[Stored items from a collection]
━━━━━━━━
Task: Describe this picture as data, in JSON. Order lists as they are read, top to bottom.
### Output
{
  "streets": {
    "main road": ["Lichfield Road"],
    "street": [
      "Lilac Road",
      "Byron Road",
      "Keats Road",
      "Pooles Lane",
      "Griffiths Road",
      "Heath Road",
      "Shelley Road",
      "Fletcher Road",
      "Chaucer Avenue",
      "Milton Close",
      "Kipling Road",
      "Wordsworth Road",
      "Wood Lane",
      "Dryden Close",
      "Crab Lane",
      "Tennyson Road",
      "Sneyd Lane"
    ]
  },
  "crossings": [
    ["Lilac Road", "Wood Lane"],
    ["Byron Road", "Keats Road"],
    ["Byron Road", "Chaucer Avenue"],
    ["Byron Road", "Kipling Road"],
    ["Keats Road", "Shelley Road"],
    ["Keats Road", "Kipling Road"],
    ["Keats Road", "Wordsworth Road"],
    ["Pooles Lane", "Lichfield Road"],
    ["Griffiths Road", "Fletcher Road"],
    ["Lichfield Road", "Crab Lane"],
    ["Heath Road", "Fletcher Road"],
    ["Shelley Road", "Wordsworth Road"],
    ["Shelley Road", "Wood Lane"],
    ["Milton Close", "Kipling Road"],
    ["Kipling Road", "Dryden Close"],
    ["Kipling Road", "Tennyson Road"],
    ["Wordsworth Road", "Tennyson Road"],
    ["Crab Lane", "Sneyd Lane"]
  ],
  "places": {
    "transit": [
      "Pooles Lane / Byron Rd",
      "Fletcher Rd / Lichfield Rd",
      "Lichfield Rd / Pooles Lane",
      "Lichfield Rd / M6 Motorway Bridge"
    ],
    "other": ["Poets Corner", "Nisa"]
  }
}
━━━━━━━━
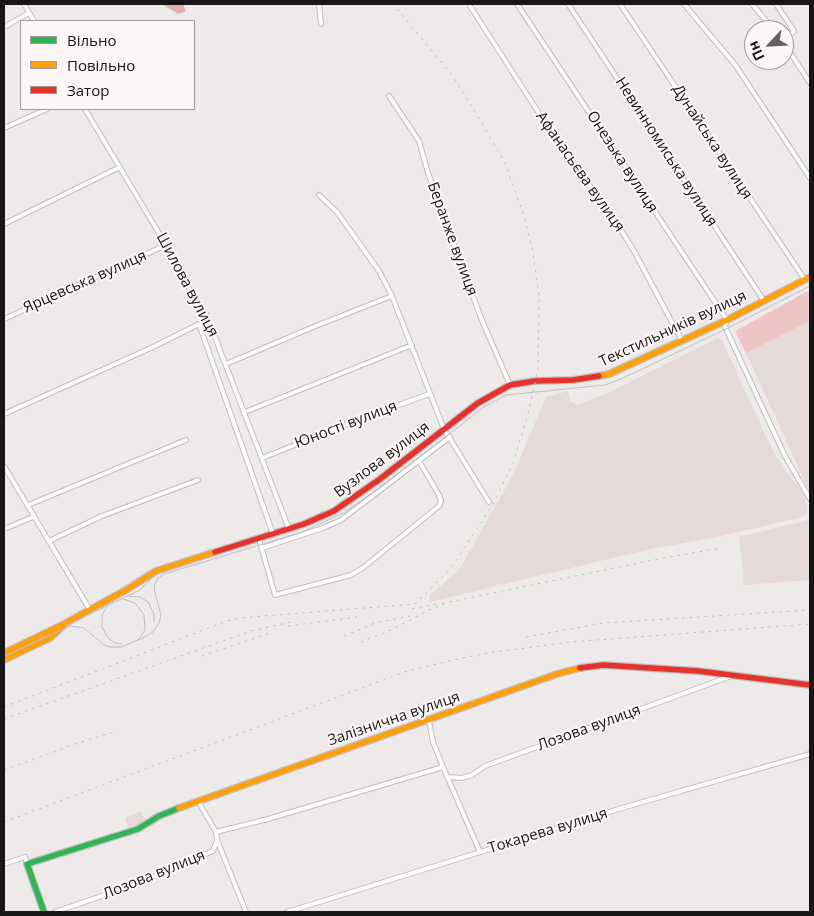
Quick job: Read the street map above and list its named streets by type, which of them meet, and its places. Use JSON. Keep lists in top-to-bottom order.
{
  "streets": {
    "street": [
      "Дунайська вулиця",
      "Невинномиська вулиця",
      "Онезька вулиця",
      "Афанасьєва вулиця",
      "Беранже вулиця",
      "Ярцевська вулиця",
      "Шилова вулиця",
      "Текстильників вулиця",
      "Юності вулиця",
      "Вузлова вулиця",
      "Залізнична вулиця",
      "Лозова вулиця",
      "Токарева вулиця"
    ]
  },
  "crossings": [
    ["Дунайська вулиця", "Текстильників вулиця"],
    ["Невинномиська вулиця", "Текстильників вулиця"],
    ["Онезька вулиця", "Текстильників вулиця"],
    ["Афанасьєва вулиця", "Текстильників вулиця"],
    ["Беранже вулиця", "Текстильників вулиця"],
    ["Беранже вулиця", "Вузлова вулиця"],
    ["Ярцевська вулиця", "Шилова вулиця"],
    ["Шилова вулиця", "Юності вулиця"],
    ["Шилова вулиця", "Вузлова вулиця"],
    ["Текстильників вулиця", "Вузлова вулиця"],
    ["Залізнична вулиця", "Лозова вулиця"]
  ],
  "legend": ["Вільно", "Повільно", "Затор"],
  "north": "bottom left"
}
━━━━━━━━
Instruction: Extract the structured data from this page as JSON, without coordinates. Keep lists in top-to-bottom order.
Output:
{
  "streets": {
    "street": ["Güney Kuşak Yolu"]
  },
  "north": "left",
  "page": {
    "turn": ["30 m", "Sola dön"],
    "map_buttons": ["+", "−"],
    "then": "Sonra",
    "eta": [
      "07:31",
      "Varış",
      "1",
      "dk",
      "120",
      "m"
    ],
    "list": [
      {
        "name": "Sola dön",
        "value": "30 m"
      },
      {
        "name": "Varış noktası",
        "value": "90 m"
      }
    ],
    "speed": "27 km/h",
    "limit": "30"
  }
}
━━━━━━━━
Instructions for the task: Each line in the data that holds the word "this" must be copied.

Exercise solution:
Task: Describe this picture as data, in JSON. Order lists as they are read, top to bottom.
Instruction: Extract the structured data from this page as JSON, without coordinates. Keep lists in top-to-bottom order.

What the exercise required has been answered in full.